La Chine respecte ceux qui prennent le marché au sérieux. Elle ignore ceux qui improvisent.

​Diaspora marocaine et diplomatie économique : des leviers à activer pleinement

Il serait injuste de ne pas reconnaître les atouts dont dispose le Maroc. La présence d’une diaspora active en Chine facilite les premiers contacts. Le dynamisme de l’ambassade et des structures d’accompagnement est réel et s’est renforcé ces dernières années. Les conditions d’accès au marché peuvent être facilitées, oui, à condition que les opérateurs fassent leur part du chemin.

Le gain de compétitivité-prix est réel. Mais le véritable bénéfice ne viendra pas tout seul. Il dépendra de notre capacité collective à nous positionner intelligemment, à choisir les bons produits, les bons canaux, les bons partenaires.

U​ne fenêtre ouverte, pas une promesse automatique

Zéro pour cent de droits de douane sur le marché chinois n’est ni une illusion totale, ni une baguette magique.

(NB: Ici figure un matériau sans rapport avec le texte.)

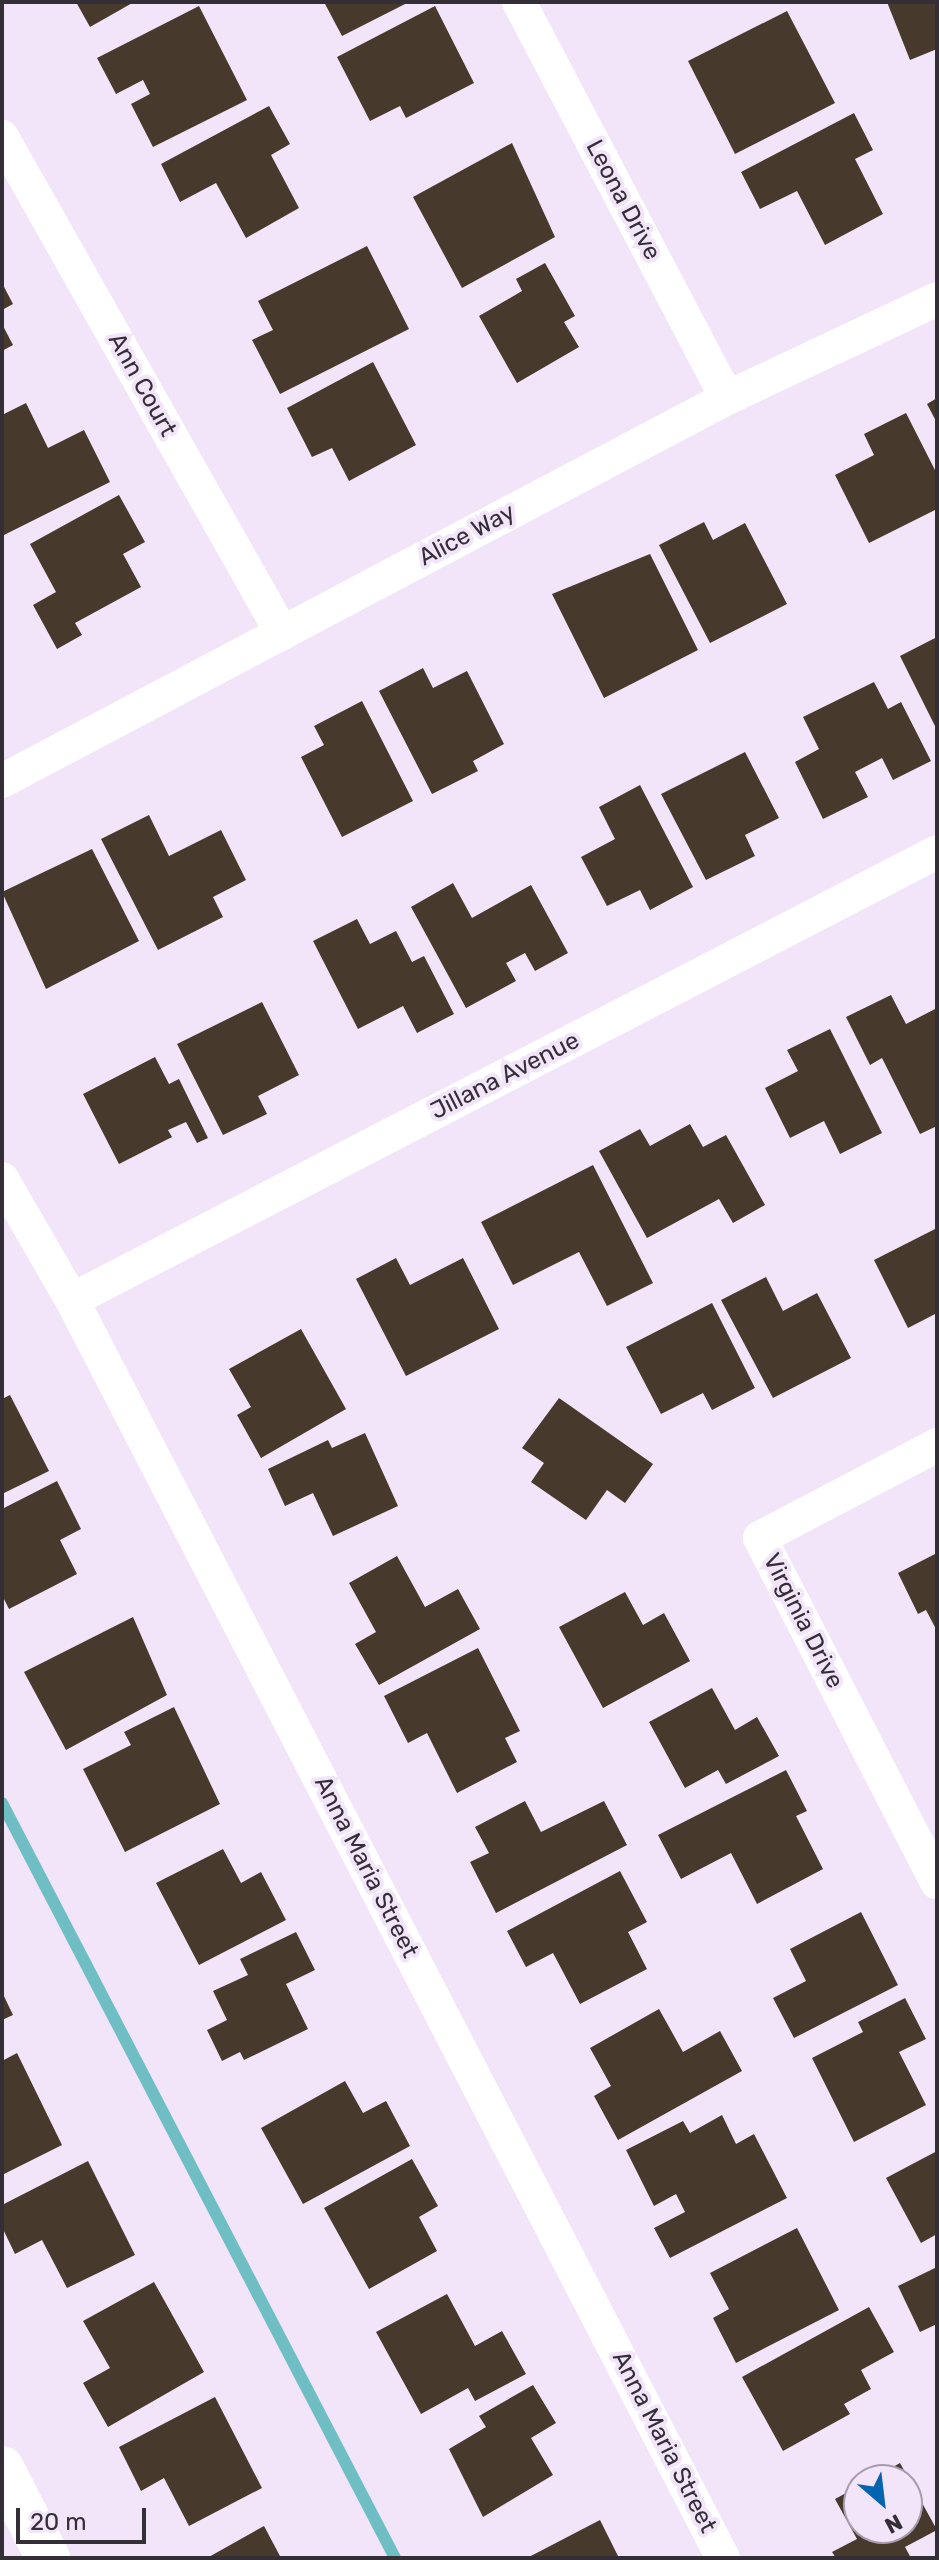 <!DOCTYPE html>
<html>
<head>
<meta charset="utf-8">
<style>
  body { margin:0 }
  #map { position:relative; width:939px; height:2560px; overflow:hidden; background:#f3e5f9; font-family:Rubik,sans-serif }
  div>[style] { position:absolute }
  .stream>* { height:12px; margin:-6px; padding:0 6px; transform-origin:6px; border-radius:6px; background:#6ebec4 }
  .building>* { inset:0; background:#47392c }
  .minor>* { height:34px; margin:-17px; padding:0 17px; transform-origin:17px; border-radius:17px; background:#fff }
  .tertiary>* { height:44px; margin:-22px; padding:0 22px; transform-origin:22px; border-radius:22px; background:#fff }
  span { translate:-50% -50%; white-space:nowrap; text-align:center; line-height:1.15; -webkit-text-stroke:8px #f3e5f9; paint-order:stroke }
  .street-label { font-size:24px; color:#342f37 }
  .frame { position:absolute; inset:0; border:4px solid #342f37; pointer-events:none }
  .north { position:absolute; left:843px; top:2464px; width:80px; height:80px; box-sizing:border-box; background:#f3e5f9; border:2px solid #a79cab; border-radius:50%; rotate:152deg; font-size:22px; font-weight:700; line-height:32px; text-align:center; color:#342f37 }
  .north::after { content:''; display:block; margin:auto; width:28px; height:36px; background:#0564b1; clip-path:polygon(50% 0,100% 100%,50% 72%,0 100%) }
  .scale { position:absolute; left:16px; top:2508px; width:130px; height:36px; box-sizing:border-box; border:4px solid #342f37; border-top:0; padding-left:10px; font-size:24px; line-height:28px; white-space:nowrap; color:#342f37; -webkit-text-stroke:6px #f3e5f9; paint-order:stroke }
</style>
</head>
<body>
<div id="map">
  <div class="stream">
    <div style="left:2px;top:1803px;width:851px;rotate:62.5deg"></div>
  </div>
  <div class="building">
    <div style="clip-path:polygon(76px 2px,134px 2px,90px 27px)"></div>
    <div style="clip-path:polygon(324px 2px,409px 2px,342px 36px)"></div>
    <div style="clip-path:polygon(887px 2px,937px 2px,937px 49px,910px 60px)"></div>
    <div style="clip-path:polygon(199px 6px,247px 100px,153px 147px,131px 104px,150px 94px,143px 80px,116px 94px,97px 58px)"></div>
    <div style="clip-path:polygon(435px 6px,474px 83px,406px 118px,400px 106px,370px 121px,337px 57px)"></div>
    <div style="clip-path:polygon(787px 11px,835px 103px,735px 154px,688px 61px)"></div>
    <div style="clip-path:polygon(269px 106px,290px 144px,271px 155px,299px 208px,246px 238px,216px 183px,180px 202px,161px 164px)"></div>
    <div style="clip-path:polygon(854px 113px,873px 150px,855px 159px,883px 214px,825px 245px,797px 191px,760px 209px,741px 172px)"></div>
    <div style="clip-path:polygon(512px 143px,555px 237px,462px 288px,413px 197px)"></div>
    <div style="clip-path:polygon(367px 246px,409px 329px,280px 394px,252px 340px,273px 330px,258px 301px)"></div>
    <div style="clip-path:polygon(545px 263px,575px 316px,564px 322px,579px 347px,517px 383px,479px 316px,522px 291px,516px 279px)"></div>
    <div style="clip-path:polygon(2px 283px,13px 304px,2px 310px)"></div>
    <div style="clip-path:polygon(2px 324px,13px 345px,2px 351px)"></div>
    <div style="clip-path:polygon(373px 362px,416px 445px,349px 481px,332px 448px,312px 457px,287px 408px)"></div>
    <div style="clip-path:polygon(937px 398px,937px 423px,927px 404px)"></div>
    <div style="clip-path:polygon(26px 403px,48px 448px,84px 430px,110px 482px,2px 536px,2px 415px)"></div>
    <div style="clip-path:polygon(906px 413px,937px 474px,937px 509px,869px 543px,835px 475px,874px 455px,864px 434px)"></div>
    <div style="clip-path:polygon(119px 495px,145px 542px,123px 554px,141px 587px,75px 623px,82px 635px,57px 649px,33px 605px,56px 592px,30px 544px)"></div>
    <div style="clip-path:polygon(704px 522px,713px 540px,745px 523px,787px 604px,710px 643px,659px 545px)"></div>
    <div style="clip-path:polygon(650px 554px,698px 650px,604px 698px,552px 594px)"></div>
    <div style="clip-path:polygon(937px 637px,937px 730px,900px 656px)"></div>
    <div style="clip-path:polygon(423px 668px,433px 688px,467px 671px,504px 744px,473px 761px,478px 771px,432px 794px,379px 691px)"></div>
    <div style="clip-path:polygon(874px 682px,888px 709px,901px 702px,931px 761px,893px 780px,882px 758px,855px 772px,868px 797px,823px 819px,795px 762px,819px 749px,803px 717px)"></div>
    <div style="clip-path:polygon(362px 701px,413px 801px,342px 837px,301px 757px,324px 745px,314px 726px)"></div>
    <div style="clip-path:polygon(745px 752px,779px 818px,745px 835px,755px 856px,706px 880px,661px 794px)"></div>
    <div style="clip-path:polygon(640px 785px,693px 887px,650px 910px,640px 890px,607px 906px,581px 857px,615px 839px,599px 807px)"></div>
    <div style="clip-path:polygon(149px 815px,169px 856px,221px 830px,246px 880px,213px 897px,223px 917px,158px 950px,101px 839px)"></div>
    <div style="clip-path:polygon(92px 849px,139px 941px,46px 989px,2px 892px)"></div>
    <div style="clip-path:polygon(453px 883px,472px 918px,531px 885px,568px 953px,535px 971px,525px 953px,506px 963px,516px 981px,466px 1008px,411px 907px)"></div>
    <div style="clip-path:polygon(357px 919px,370px 944px,396px 931px,412px 962px,424px 956px,454px 1014px,417px 1033px,403px 1006px,358px 1029px,313px 941px)"></div>
    <div style="clip-path:polygon(891px 995px,906px 1024px,937px 1008px,937px 1126px,920px 1134px,882px 1058px,870px 1065px,846px 1017px)"></div>
    <div style="clip-path:polygon(262px 1002px,299px 1075px,258px 1096px,267px 1114px,223px 1135px,177px 1044px)"></div>
    <div style="clip-path:polygon(830px 1029px,882px 1133px,840px 1154px,824px 1121px,790px 1138px,765px 1088px,798px 1071px,787px 1050px)"></div>
    <div style="clip-path:polygon(155px 1057px,169px 1084px,179px 1079px,208px 1138px,197px 1143px,186px 1122px,168px 1130px,172px 1137px,119px 1164px,83px 1094px)"></div>
    <div style="clip-path:polygon(690px 1124px,703px 1147px,726px 1135px,765px 1205px,733px 1223px,719px 1199px,647px 1238px,599px 1151px,640px 1129px,650px 1146px)"></div>
    <div style="clip-path:polygon(593px 1165px,653px 1283px,607px 1306px,579px 1252px,513px 1285px,481px 1222px)"></div>
    <div style="clip-path:polygon(937px 1228px,937px 1313px,908px 1328px,874px 1260px)"></div>
    <div style="clip-path:polygon(396px 1258px,410px 1285px,463px 1258px,499px 1329px,406px 1376px,356px 1279px)"></div>
    <div style="clip-path:polygon(766px 1277px,783px 1311px,817px 1293px,851px 1358px,773px 1398px,721px 1300px)"></div>
    <div style="clip-path:polygon(712px 1303px,755px 1388px,712px 1410px,703px 1393px,661px 1414px,626px 1347px)"></div>
    <div style="clip-path:polygon(301px 1329px,346px 1409px,261px 1458px,237px 1415px,251px 1407px,229px 1369px)"></div>
    <div style="clip-path:polygon(10px 1395px,49px 1471px,2px 1494px,2px 1399px)"></div>
    <div style="clip-path:polygon(559px 1398px,653px 1464px,625px 1503px,607px 1490px,586px 1520px,531px 1482px,544px 1463px,522px 1448px)"></div>
    <div style="clip-path:polygon(365px 1433px,398px 1506px,333px 1536px,313px 1493px,285px 1506px,268px 1469px,328px 1440px,332px 1448px)"></div>
    <div style="clip-path:polygon(57px 1481px,81px 1529px,60px 1540px,77px 1574px,9px 1609px,2px 1595px,2px 1509px)"></div>
    <div style="clip-path:polygon(937px 1553px,937px 1631px,926px 1610px,918px 1614px,898px 1573px)"></div>
    <div style="clip-path:polygon(397px 1556px,425px 1607px,458px 1589px,480px 1629px,379px 1685px,355px 1644px,376px 1632px,349px 1583px)"></div>
    <div style="clip-path:polygon(625px 1592px,643px 1625px,664px 1613px,690px 1661px,603px 1708px,559px 1627px)"></div>
    <div style="clip-path:polygon(133px 1617px,167px 1695px,66px 1750px,24px 1672px)"></div>
    <div style="clip-path:polygon(478px 1648px,520px 1731px,505px 1738px,517px 1762px,457px 1793px,427px 1733px,408px 1743px,384px 1696px)"></div>
    <div style="clip-path:polygon(712px 1688px,735px 1730px,757px 1717px,779px 1756px,726px 1784px,718px 1770px,685px 1788px,649px 1722px)"></div>
    <div style="clip-path:polygon(174px 1707px,220px 1804px,125px 1852px,83px 1769px,131px 1745px,124px 1732px)"></div>
    <div style="clip-path:polygon(786px 1770px,807px 1811px,796px 1816px,823px 1869px,757px 1904px,731px 1853px,681px 1879px,658px 1835px)"></div>
    <div style="clip-path:polygon(525px 1801px,541px 1832px,604px 1801px,627px 1845px,496px 1913px,470px 1862px,489px 1853px,475px 1827px)"></div>
    <div style="clip-path:polygon(223px 1849px,241px 1883px,261px 1872px,286px 1920px,199px 1965px,156px 1883px)"></div>
    <div style="clip-path:polygon(620px 1871px,647px 1922px,628px 1932px,647px 1969px,580px 2004px,553px 1953px,526px 1967px,507px 1931px)"></div>
    <div style="clip-path:polygon(861px 1912px,898px 1985px,794px 2038px,773px 1998px,806px 1981px,790px 1949px)"></div>
    <div style="clip-path:polygon(296px 1932px,315px 1970px,286px 1984px,308px 2029px,244px 2060px,240px 2052px,222px 2061px,207px 2030px,227px 2020px,213px 1991px,248px 1975px,240px 1959px)"></div>
    <div style="clip-path:polygon(2px 1992px,13px 2015px,2px 2020px)"></div>
    <div style="clip-path:polygon(905px 1998px,926px 2039px,899px 2052px,926px 2105px,854px 2142px,812px 2058px,863px 2032px,858px 2022px)"></div>
    <div style="clip-path:polygon(659px 2009px,683px 2052px,720px 2031px,742px 2071px,618px 2140px,594px 2096px,611px 2086px,590px 2048px)"></div>
    <div style="clip-path:polygon(17px 2053px,62px 2145px,2px 2175px,2px 2061px)"></div>
    <div style="clip-path:polygon(345px 2081px,363px 2113px,386px 2101px,410px 2146px,303px 2204px,261px 2128px)"></div>
    <div style="clip-path:polygon(722px 2115px,736px 2144px,754px 2134px,787px 2198px,670px 2258px,654px 2228px,685px 2212px,676px 2194px,654px 2206px,626px 2150px,683px 2121px,690px 2133px)"></div>
    <div style="clip-path:polygon(937px 2151px,937px 2234px,921px 2243px,886px 2178px)"></div>
    <div style="clip-path:polygon(412px 2159px,438px 2206px,419px 2217px,437px 2251px,369px 2289px,324px 2208px)"></div>
    <div style="clip-path:polygon(88px 2161px,135px 2255px,67px 2288px,42px 2240px,15px 2254px,2px 2227px,2px 2205px)"></div>
    <div style="clip-path:polygon(797px 2228px,839px 2310px,736px 2363px,713px 2318px,729px 2309px,710px 2273px)"></div>
    <div style="clip-path:polygon(937px 2267px,937px 2324px,920px 2332px,898px 2286px)"></div>
    <div style="clip-path:polygon(154px 2282px,204px 2372px,108px 2427px,83px 2383px,110px 2368px,83px 2321px)"></div>
    <div style="clip-path:polygon(447px 2294px,475px 2346px,502px 2331px,526px 2374px,475px 2401px,468px 2388px,421px 2414px,376px 2332px)"></div>
    <div style="clip-path:polygon(869px 2307px,894px 2352px,861px 2370px,871px 2389px,844px 2404px,850px 2414px,783px 2451px,742px 2377px)"></div>
    <div style="clip-path:polygon(533px 2385px,556px 2423px,531px 2438px,553px 2475px,483px 2517px,449px 2449px,486px 2427px,479px 2416px)"></div>
    <div style="clip-path:polygon(215px 2397px,262px 2488px,189px 2526px,164px 2478px,141px 2491px,119px 2447px)"></div>
    <div style="clip-path:polygon(900px 2463px,937px 2530px,905px 2547px,911px 2558px,836px 2558px,832px 2552px,857px 2539px,835px 2499px,859px 2486px,859px 2528px,907px 2528px,907px 2480px,870px 2480px)"></div>
    <div style="clip-path:polygon(600px 2520px,619px 2558px,527px 2558px)"></div>
    <div style="clip-path:polygon(264px 2526px,281px 2558px,207px 2558px)"></div>
  </div>
  <div class="minor">
    <div style="left:519px;top:2px;width:447px;rotate:62.3deg"></div>
    <div style="left:2px;top:137px;width:570px;rotate:60.55deg"></div>
    <div style="left:2px;top:781px;width:820px;rotate:-27.85deg"></div>
    <div style="left:727px;top:398px;width:232px;rotate:-25.2deg"></div>
    <div style="left:2px;top:1179px;width:140px;rotate:60deg"></div>
    <div style="left:72px;top:1300px;width:1416px;rotate:62.64deg"></div>
    <div style="left:72px;top:1300px;width:974px;rotate:-27.38deg"></div>
    <div style="left:937px;top:1445px;width:200px;rotate:152.3deg"></div>
    <div style="left:760px;top:1538px;width:387px;rotate:62.8deg"></div>
  </div>
  <div class="tertiary">
    <div style="left:2px;top:2468px;width:101px;rotate:62.9deg"></div>
  </div>
  <div class="street-label">
    <span style="left:623px;top:200px;rotate:62deg">Leona Drive</span>
    <span style="left:142px;top:385px;rotate:61deg">Ann Court</span>
    <span style="left:467px;top:535px;rotate:-28deg">Alice Way</span>
    <span style="left:505px;top:1076px;rotate:-27deg">Jillana Avenue</span>
    <span style="left:803px;top:1621px;rotate:63deg">Virginia Drive</span>
    <span style="left:366px;top:1867px;rotate:63deg">Anna Maria Street</span>
    <span style="left:664px;top:2442px;rotate:63deg">Anna Maria Street</span>
  </div>
  <div class="frame"></div>
  <div class="north">N</div>
  <div class="scale">20 m</div>
</div>
</body>
</html>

C’est une fenêtre. Elle est ouverte. Elle ne le restera pas éternellement. D’autres pays africains sont déjà en mouvement, structurés, présents, offensifs.

La question n’est donc pas de savoir si la Chine nous fait un cadeau. La vraie question est plus inconfortable : sommes-nous prêts, en tant qu’exportateurs marocains, à sortir de nos zones de confort, à investir du temps, de l’intelligence et de la constance pour transformer cette ouverture en succès durable ?

L’histoire économique montre que les opportunités ne récompensent jamais les plus enthousiastes, mais les plus préparés.